> PROVIDED INFORMATION
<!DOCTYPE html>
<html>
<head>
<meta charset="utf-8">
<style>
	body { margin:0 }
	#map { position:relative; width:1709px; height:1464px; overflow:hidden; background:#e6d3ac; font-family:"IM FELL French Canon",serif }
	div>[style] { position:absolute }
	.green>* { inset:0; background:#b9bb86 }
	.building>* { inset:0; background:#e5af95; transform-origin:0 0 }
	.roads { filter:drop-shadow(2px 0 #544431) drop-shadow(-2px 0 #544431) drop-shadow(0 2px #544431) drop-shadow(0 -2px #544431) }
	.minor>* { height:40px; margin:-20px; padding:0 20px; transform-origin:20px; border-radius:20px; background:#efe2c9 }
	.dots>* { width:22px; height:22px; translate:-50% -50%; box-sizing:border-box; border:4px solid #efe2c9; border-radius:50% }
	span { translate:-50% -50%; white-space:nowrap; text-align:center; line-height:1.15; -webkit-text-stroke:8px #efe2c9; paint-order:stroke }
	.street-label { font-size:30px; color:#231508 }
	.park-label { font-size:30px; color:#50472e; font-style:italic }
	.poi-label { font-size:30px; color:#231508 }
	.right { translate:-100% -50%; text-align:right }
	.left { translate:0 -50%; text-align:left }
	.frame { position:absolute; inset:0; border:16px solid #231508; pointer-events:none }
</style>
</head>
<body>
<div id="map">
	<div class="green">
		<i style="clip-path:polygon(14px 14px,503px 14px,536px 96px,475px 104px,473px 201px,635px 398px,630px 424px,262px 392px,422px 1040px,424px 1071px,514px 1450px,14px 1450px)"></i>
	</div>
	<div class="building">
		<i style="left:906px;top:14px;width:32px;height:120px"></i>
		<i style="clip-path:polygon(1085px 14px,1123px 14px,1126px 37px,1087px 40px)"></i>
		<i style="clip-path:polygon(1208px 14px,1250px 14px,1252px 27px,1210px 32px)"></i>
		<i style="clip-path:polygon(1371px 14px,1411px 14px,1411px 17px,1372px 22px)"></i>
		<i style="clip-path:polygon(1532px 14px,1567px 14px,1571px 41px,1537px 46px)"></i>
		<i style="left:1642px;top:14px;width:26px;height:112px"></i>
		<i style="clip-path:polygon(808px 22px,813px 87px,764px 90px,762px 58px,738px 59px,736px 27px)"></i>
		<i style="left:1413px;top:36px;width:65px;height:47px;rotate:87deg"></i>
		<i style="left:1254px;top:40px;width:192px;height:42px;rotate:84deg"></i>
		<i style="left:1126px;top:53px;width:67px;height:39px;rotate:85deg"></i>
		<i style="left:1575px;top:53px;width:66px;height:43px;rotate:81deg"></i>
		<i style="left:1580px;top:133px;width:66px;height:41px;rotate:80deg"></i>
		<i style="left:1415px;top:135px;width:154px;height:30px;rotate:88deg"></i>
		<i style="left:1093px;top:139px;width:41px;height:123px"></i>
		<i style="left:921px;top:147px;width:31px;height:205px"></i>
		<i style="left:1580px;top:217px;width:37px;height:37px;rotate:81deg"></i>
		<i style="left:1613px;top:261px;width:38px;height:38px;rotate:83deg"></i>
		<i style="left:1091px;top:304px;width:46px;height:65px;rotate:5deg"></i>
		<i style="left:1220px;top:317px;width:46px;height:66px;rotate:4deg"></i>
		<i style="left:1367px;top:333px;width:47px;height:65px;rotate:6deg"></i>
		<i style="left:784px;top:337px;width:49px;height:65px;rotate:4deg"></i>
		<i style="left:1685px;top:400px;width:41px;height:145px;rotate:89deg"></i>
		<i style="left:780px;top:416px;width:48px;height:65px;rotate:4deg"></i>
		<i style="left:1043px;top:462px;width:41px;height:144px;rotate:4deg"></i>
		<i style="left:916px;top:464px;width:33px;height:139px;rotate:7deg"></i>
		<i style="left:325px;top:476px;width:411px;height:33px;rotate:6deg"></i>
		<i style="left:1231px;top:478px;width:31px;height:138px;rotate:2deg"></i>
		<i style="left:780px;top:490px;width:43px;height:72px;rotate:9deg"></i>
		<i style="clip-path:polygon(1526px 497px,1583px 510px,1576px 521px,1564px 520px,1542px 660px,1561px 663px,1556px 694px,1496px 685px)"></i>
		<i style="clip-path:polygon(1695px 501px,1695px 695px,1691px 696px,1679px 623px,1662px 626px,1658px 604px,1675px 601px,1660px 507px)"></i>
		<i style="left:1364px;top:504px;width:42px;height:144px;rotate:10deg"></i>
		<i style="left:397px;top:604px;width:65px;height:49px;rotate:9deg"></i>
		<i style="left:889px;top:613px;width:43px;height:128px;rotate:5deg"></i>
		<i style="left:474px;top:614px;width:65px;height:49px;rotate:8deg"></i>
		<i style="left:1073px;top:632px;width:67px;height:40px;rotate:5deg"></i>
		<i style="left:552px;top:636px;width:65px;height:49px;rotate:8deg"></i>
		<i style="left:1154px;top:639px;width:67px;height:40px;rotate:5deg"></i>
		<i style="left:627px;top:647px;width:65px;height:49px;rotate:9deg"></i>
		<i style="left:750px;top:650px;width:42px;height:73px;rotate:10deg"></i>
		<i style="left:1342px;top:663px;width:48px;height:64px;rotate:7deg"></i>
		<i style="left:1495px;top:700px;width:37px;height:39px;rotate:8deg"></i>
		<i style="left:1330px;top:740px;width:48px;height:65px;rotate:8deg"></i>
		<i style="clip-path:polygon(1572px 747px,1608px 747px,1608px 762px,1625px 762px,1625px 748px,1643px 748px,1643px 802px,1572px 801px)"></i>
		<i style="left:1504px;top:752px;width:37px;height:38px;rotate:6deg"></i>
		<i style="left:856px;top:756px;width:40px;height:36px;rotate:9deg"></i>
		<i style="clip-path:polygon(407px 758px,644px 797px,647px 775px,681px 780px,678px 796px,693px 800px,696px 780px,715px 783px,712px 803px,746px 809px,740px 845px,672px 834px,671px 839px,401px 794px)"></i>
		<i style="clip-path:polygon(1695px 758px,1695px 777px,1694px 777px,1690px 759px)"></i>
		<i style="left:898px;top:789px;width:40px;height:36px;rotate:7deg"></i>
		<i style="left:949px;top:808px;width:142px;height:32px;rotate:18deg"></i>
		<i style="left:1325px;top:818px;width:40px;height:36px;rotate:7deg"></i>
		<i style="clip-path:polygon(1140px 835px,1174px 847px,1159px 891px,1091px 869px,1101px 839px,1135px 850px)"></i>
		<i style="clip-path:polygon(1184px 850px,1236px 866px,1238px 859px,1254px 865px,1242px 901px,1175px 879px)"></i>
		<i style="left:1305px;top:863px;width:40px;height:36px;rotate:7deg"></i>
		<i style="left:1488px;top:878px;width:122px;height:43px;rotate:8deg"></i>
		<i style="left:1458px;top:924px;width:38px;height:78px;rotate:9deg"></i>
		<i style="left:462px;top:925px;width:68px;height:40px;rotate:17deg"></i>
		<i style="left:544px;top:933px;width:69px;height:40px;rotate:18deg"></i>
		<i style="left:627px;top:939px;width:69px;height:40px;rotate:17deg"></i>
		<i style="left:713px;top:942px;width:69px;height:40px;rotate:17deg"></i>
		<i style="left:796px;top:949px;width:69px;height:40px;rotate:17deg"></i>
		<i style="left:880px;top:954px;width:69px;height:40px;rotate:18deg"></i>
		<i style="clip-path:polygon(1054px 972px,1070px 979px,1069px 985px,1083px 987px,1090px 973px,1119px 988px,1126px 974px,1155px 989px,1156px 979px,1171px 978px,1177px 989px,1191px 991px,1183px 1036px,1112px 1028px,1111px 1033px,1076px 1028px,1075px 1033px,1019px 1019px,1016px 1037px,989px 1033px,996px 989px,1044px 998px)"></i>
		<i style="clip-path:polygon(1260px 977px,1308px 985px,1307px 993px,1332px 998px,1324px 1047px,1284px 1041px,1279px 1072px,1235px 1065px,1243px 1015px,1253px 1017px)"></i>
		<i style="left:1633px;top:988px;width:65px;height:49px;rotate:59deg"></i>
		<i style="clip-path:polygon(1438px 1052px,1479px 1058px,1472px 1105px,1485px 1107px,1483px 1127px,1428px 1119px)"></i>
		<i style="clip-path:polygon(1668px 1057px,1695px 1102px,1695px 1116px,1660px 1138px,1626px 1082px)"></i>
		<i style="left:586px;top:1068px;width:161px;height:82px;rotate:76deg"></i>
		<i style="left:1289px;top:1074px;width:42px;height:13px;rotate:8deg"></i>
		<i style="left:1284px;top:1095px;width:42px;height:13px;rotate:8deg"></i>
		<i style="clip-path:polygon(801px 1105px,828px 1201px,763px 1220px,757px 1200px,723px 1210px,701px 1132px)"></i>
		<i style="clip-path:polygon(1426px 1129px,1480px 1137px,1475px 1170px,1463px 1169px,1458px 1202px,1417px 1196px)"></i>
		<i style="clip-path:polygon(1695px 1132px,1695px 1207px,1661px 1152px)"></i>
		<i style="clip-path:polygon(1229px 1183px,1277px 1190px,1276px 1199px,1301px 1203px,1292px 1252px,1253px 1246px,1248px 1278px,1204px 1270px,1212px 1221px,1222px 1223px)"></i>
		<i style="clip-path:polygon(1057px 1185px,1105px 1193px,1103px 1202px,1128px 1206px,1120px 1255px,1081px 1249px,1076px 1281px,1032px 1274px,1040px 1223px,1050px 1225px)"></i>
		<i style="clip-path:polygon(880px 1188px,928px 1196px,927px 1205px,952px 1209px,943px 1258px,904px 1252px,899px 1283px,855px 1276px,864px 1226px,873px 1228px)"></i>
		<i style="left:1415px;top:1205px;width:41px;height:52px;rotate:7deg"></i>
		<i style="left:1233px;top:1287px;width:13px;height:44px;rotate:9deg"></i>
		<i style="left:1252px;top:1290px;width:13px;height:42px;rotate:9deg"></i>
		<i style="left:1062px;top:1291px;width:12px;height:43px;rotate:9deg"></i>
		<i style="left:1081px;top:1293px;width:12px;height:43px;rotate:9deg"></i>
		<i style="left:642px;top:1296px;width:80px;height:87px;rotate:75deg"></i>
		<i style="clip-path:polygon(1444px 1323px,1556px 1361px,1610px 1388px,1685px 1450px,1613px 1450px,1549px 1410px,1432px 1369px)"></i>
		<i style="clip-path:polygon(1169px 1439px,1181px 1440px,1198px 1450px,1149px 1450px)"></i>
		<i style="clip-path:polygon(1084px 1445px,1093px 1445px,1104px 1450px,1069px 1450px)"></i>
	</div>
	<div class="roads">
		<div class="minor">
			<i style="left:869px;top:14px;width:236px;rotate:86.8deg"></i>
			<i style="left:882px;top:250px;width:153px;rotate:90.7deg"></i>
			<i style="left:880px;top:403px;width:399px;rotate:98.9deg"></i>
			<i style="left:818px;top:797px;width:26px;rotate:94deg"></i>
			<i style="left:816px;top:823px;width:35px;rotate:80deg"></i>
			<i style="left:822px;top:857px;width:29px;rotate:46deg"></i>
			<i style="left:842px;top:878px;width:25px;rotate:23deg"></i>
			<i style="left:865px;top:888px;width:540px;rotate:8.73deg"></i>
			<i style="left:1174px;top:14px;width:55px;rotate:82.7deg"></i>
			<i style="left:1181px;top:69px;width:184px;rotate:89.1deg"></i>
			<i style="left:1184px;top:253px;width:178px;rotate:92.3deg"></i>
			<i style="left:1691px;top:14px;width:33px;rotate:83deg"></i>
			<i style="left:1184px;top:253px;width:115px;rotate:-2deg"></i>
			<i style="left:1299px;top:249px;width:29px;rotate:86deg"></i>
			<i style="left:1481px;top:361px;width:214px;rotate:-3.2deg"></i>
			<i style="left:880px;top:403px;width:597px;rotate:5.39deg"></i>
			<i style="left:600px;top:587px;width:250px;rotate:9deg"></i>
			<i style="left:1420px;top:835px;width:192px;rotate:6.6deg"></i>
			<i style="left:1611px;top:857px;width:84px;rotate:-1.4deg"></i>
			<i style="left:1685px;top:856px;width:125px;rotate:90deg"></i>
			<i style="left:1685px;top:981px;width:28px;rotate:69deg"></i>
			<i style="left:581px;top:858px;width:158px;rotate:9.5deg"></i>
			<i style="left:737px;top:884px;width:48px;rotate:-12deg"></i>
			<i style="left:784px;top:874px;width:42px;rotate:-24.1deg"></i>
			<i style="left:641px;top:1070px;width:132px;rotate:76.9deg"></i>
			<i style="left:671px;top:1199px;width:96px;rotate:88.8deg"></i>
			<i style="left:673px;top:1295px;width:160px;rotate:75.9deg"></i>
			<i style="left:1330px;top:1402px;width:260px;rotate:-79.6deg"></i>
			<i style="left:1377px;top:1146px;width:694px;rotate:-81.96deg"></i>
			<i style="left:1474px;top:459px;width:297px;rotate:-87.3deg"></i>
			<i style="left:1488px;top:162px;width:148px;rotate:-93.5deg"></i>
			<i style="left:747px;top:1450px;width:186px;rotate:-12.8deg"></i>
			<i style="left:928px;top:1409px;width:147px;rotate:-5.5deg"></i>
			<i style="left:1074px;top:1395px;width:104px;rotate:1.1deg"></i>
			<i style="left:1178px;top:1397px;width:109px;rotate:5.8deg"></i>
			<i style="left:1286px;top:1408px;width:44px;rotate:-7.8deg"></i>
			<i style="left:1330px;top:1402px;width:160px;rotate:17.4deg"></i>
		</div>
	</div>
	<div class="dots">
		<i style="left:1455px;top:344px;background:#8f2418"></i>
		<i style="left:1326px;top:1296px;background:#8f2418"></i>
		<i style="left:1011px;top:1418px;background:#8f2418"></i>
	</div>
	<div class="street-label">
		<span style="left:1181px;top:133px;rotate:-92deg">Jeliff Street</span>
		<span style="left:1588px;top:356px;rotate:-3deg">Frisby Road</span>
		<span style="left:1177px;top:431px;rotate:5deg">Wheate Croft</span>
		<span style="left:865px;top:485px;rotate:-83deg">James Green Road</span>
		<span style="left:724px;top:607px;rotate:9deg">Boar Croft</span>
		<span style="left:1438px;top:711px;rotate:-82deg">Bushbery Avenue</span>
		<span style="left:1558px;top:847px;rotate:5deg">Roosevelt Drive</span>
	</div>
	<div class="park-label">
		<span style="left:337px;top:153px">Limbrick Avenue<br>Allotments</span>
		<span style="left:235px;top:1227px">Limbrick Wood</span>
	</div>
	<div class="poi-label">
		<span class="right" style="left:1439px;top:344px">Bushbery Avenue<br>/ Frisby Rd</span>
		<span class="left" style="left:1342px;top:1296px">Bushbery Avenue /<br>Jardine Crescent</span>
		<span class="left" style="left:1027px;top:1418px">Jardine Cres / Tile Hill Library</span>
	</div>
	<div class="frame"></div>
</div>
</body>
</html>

> WORK ITEM
Working from the records above, write out verbatim only the lines from the line containing "height:40px; margin:-20px; padding:0" through the line containing "translate:-100% -50%; text-align:right".

> EXERCISE RESPONSE
	.minor>* { height:40px; margin:-20px; padding:0 20px; transform-origin:20px; border-radius:20px; background:#efe2c9 }
	.dots>* { width:22px; height:22px; translate:-50% -50%; box-sizing:border-box; border:4px solid #efe2c9; border-radius:50% }
	span { translate:-50% -50%; white-space:nowrap; text-align:center; line-height:1.15; -webkit-text-stroke:8px #efe2c9; paint-order:stroke }
	.street-label { font-size:30px; color:#231508 }
	.park-label { font-size:30px; color:#50472e; font-style:italic }
	.poi-label { font-size:30px; color:#231508 }
	.right { translate:-100% -50%; text-align:right }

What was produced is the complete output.